**WHAT TO DO**:
Your reply should be a faithful copy of the records below, free of pictures.

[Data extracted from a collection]
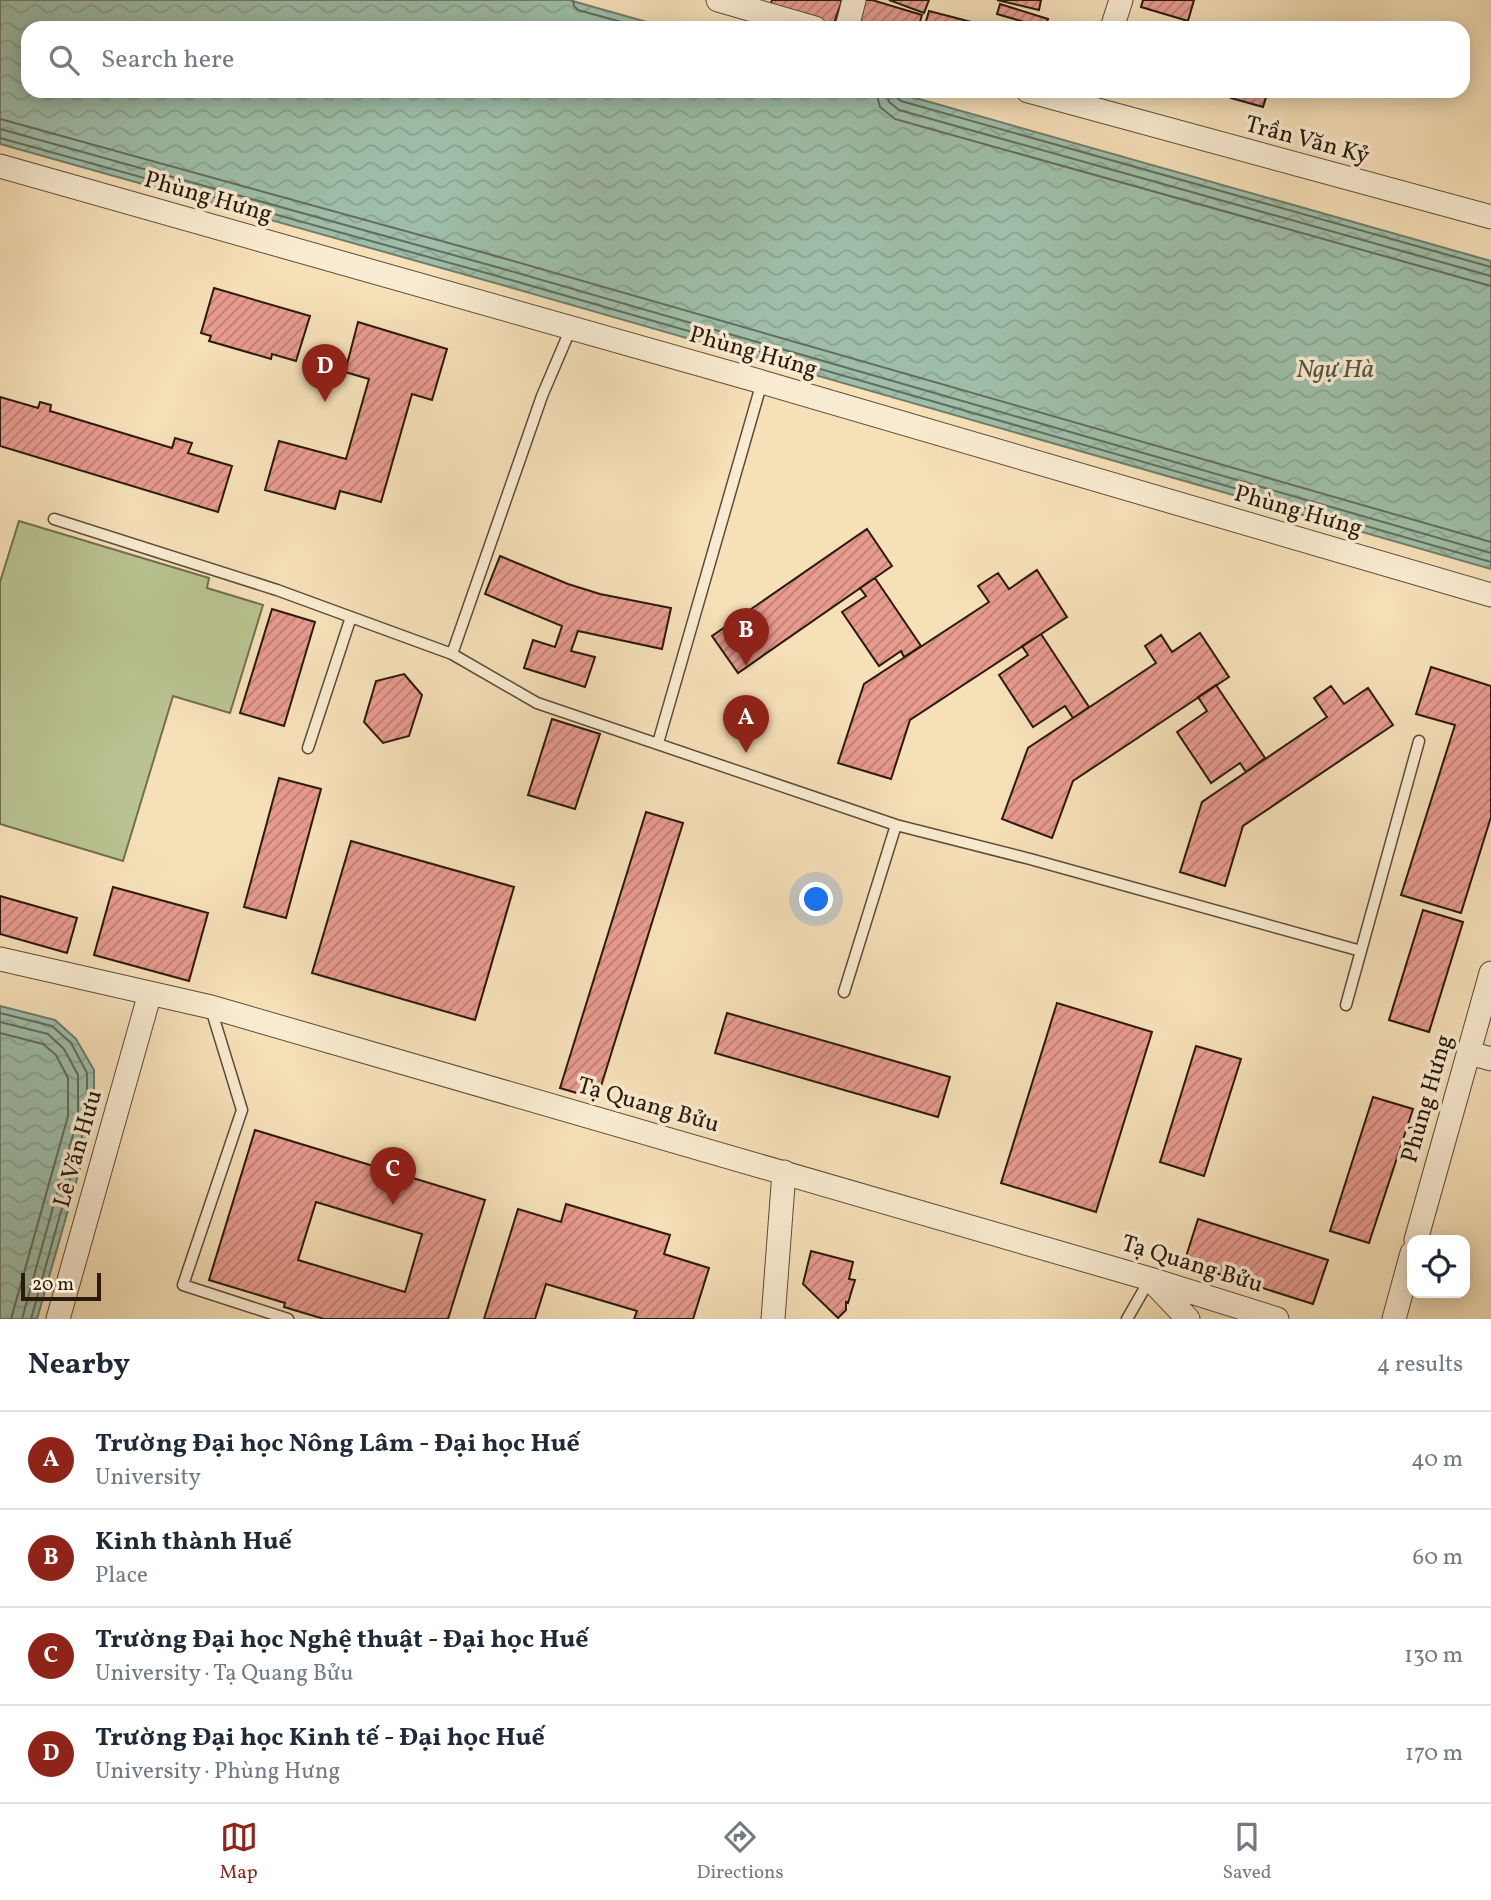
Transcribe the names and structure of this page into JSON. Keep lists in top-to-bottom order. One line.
{"streets":{"street":["Trần Văn Kỷ","Phùng Hưng","Tạ Quang Bửu","Lê Văn Hưu"]},"crossings":[["Tạ Quang Bửu","Lê Văn Hưu"]],"water":["Ngự Hà"],"scale_bar":"20 m","page":{"search":"Search here","pins":["D","B","A","C"],"scale":"20 m","heading":["Nearby","4 results"],"list":[{"mark":"A","name":"Trường Đại học Nông Lâm - Đại học Huế","note":"University","value":"40 m"},{"mark":"B","name":"Kinh thành Huế","note":"Place","value":"60 m"},{"mark":"C","name":"Trường Đại học Nghệ thuật - Đại học Huế","note":"University · Tạ Quang Bửu","value":"130 m"},{"mark":"D","name":"Trường Đại học Kinh tế - Đại học Huế","note":"University · Phùng Hưng","value":"170 m"}],"nav":["Map","Directions","Saved"]}}
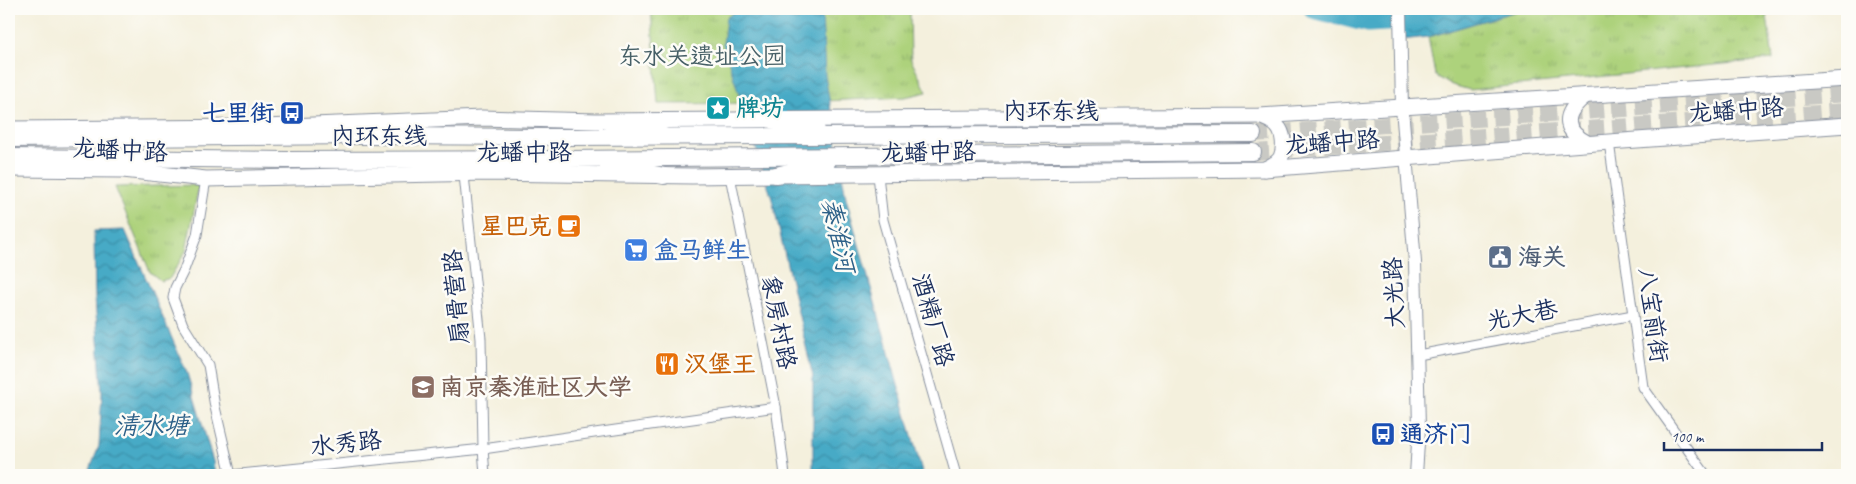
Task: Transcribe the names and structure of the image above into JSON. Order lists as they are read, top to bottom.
{
  "streets": {
    "highway": ["内环东线"],
    "main road": ["龙蟠中路"],
    "street": [
      "大光路",
      "扇骨营路",
      "光大巷",
      "八宝前街",
      "酒精厂路",
      "象房村路",
      "水秀路"
    ]
  },
  "crossings": [
    ["龙蟠中路", "大光路"],
    ["龙蟠中路", "扇骨营路"],
    ["龙蟠中路", "八宝前街"],
    ["龙蟠中路", "酒精厂路"],
    ["龙蟠中路", "象房村路"],
    ["龙蟠中路", "水秀路"],
    ["大光路", "光大巷"],
    ["扇骨营路", "水秀路"],
    ["光大巷", "八宝前街"],
    ["象房村路", "水秀路"]
  ],
  "water": ["秦淮河", "清水塘"],
  "parks": ["东水关遗址公园"],
  "places": {
    "place": ["牌坊"],
    "bus stop": ["七里街", "通济门"],
    "cafe": ["星巴克"],
    "supermarket": ["盒马鲜生"],
    "public building": ["海关"],
    "restaurant": ["汉堡王"],
    "school or university": ["南京秦淮社区大学"]
  },
  "scale_bar": "100 m"
}
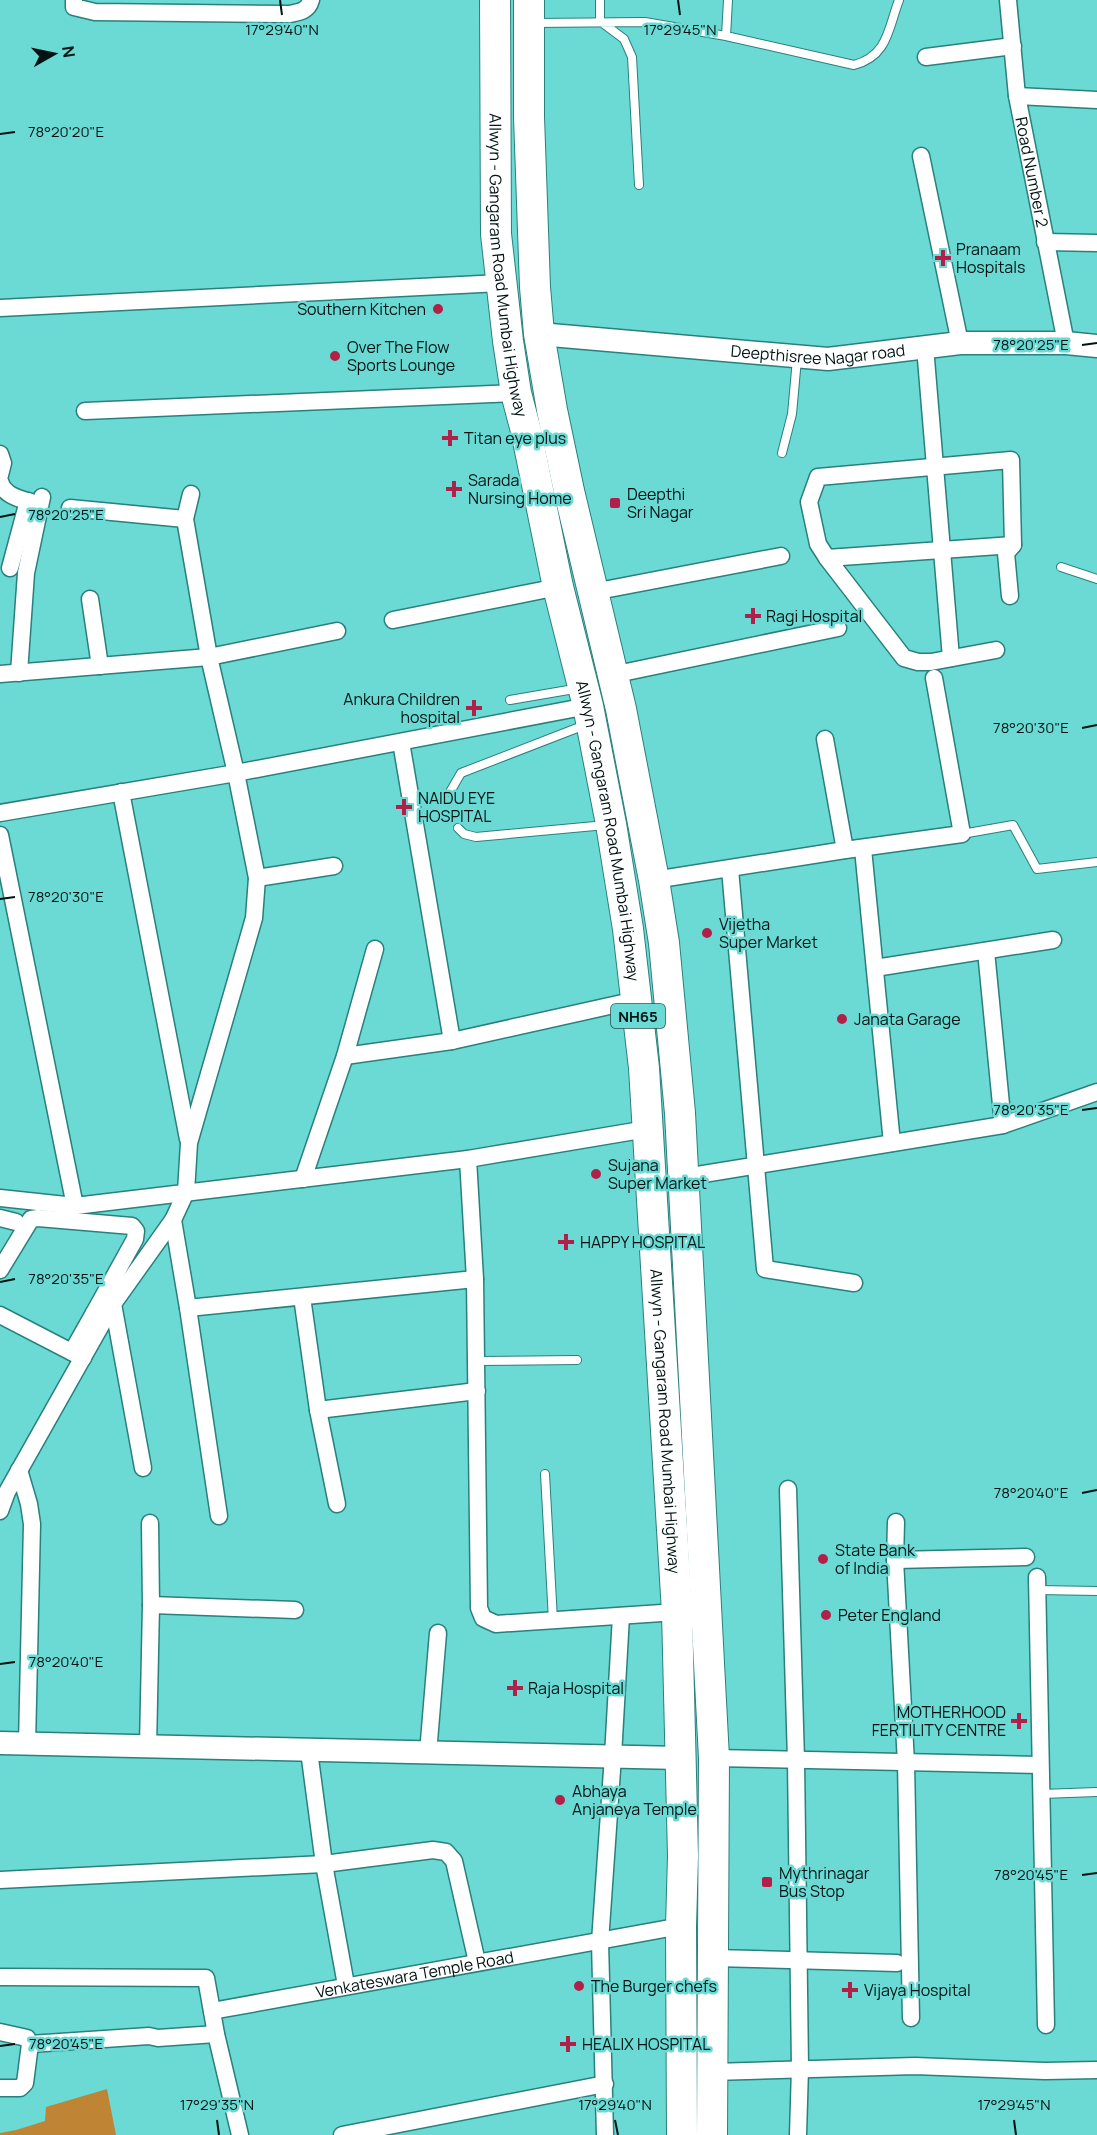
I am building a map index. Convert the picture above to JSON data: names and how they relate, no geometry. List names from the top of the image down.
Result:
{
  "streets": {
    "highway": ["Allwyn - Gangaram Road Mumbai Highway", "NH65"],
    "street": ["Road Number 2", "Deepthisree Nagar road", "Venkateswara Temple Road"]
  },
  "crossings": [
    ["Road Number 2", "Deepthisree Nagar road"],
    ["Allwyn - Gangaram Road Mumbai Highway", "Deepthisree Nagar road"],
    ["Allwyn - Gangaram Road Mumbai Highway", "Venkateswara Temple Road"]
  ],
  "places": {
    "health": [
      "Pranaam Hospitals",
      "Titan eye plus",
      "Sarada Nursing Home",
      "Ragi Hospital",
      "Ankura Children hospital",
      "NAIDU EYE HOSPITAL",
      "HAPPY HOSPITAL",
      "Raja Hospital",
      "MOTHERHOOD FERTILITY CENTRE",
      "Vijaya Hospital",
      "HEALIX HOSPITAL"
    ],
    "other": [
      "Southern Kitchen",
      "Over The Flow Sports Lounge",
      "Vijetha Super Market",
      "Janata Garage",
      "Sujana Super Market",
      "State Bank of India",
      "Peter England",
      "Abhaya Anjaneya Temple",
      "The Burger chefs"
    ],
    "transit": ["Deepthi Sri Nagar", "Mythrinagar Bus Stop"]
  },
  "north": "right",
  "coordinates": [
    "17°29'40\"N",
    "17°29'45\"N",
    "78°20'20\"E",
    "78°20'25\"E",
    "78°20'30\"E",
    "78°20'35\"E",
    "78°20'40\"E",
    "78°20'45\"E",
    "17°29'35\"N"
  ]
}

**ANSWER TO THIS PROBLEM**:
Transcribe the names and structure of this page into JSON. Keep lists in top-to-bottom order. One line.
{"streets":{"street":["Trần Văn Kỷ","Phùng Hưng","Tạ Quang Bửu","Lê Văn Hưu"]},"crossings":[["Tạ Quang Bửu","Lê Văn Hưu"]],"water":["Ngự Hà"],"scale_bar":"20 m","page":{"search":"Search here","pins":["D","B","A","C"],"scale":"20 m","heading":["Nearby","4 results"],"list":[{"mark":"A","name":"Trường Đại học Nông Lâm - Đại học Huế","note":"University","value":"40 m"},{"mark":"B","name":"Kinh thành Huế","note":"Place","value":"60 m"},{"mark":"C","name":"Trường Đại học Nghệ thuật - Đại học Huế","note":"University · Tạ Quang Bửu","value":"130 m"},{"mark":"D","name":"Trường Đại học Kinh tế - Đại học Huế","note":"University · Phùng Hưng","value":"170 m"}],"nav":["Map","Directions","Saved"]}}
Task: Transcribe the names and structure of the image above into JSON. Order lists as they are read, top to bottom.
{
  "streets": {
    "highway": ["内环东线"],
    "main road": ["龙蟠中路"],
    "street": [
      "大光路",
      "扇骨营路",
      "光大巷",
      "八宝前街",
      "酒精厂路",
      "象房村路",
      "水秀路"
    ]
  },
  "crossings": [
    ["龙蟠中路", "大光路"],
    ["龙蟠中路", "扇骨营路"],
    ["龙蟠中路", "八宝前街"],
    ["龙蟠中路", "酒精厂路"],
    ["龙蟠中路", "象房村路"],
    ["龙蟠中路", "水秀路"],
    ["大光路", "光大巷"],
    ["扇骨营路", "水秀路"],
    ["光大巷", "八宝前街"],
    ["象房村路", "水秀路"]
  ],
  "water": ["秦淮河", "清水塘"],
  "parks": ["东水关遗址公园"],
  "places": {
    "place": ["牌坊"],
    "bus stop": ["七里街", "通济门"],
    "cafe": ["星巴克"],
    "supermarket": ["盒马鲜生"],
    "public building": ["海关"],
    "restaurant": ["汉堡王"],
    "school or university": ["南京秦淮社区大学"]
  },
  "scale_bar": "100 m"
}
I am building a map index. Convert the picture above to JSON data: names and how they relate, no geometry. List names from the top of the image down.
Result:
{
  "streets": {
    "highway": ["Allwyn - Gangaram Road Mumbai Highway", "NH65"],
    "street": ["Road Number 2", "Deepthisree Nagar road", "Venkateswara Temple Road"]
  },
  "crossings": [
    ["Road Number 2", "Deepthisree Nagar road"],
    ["Allwyn - Gangaram Road Mumbai Highway", "Deepthisree Nagar road"],
    ["Allwyn - Gangaram Road Mumbai Highway", "Venkateswara Temple Road"]
  ],
  "places": {
    "health": [
      "Pranaam Hospitals",
      "Titan eye plus",
      "Sarada Nursing Home",
      "Ragi Hospital",
      "Ankura Children hospital",
      "NAIDU EYE HOSPITAL",
      "HAPPY HOSPITAL",
      "Raja Hospital",
      "MOTHERHOOD FERTILITY CENTRE",
      "Vijaya Hospital",
      "HEALIX HOSPITAL"
    ],
    "other": [
      "Southern Kitchen",
      "Over The Flow Sports Lounge",
      "Vijetha Super Market",
      "Janata Garage",
      "Sujana Super Market",
      "State Bank of India",
      "Peter England",
      "Abhaya Anjaneya Temple",
      "The Burger chefs"
    ],
    "transit": ["Deepthi Sri Nagar", "Mythrinagar Bus Stop"]
  },
  "north": "right",
  "coordinates": [
    "17°29'40\"N",
    "17°29'45\"N",
    "78°20'20\"E",
    "78°20'25\"E",
    "78°20'30\"E",
    "78°20'35\"E",
    "78°20'40\"E",
    "78°20'45\"E",
    "17°29'35\"N"
  ]
}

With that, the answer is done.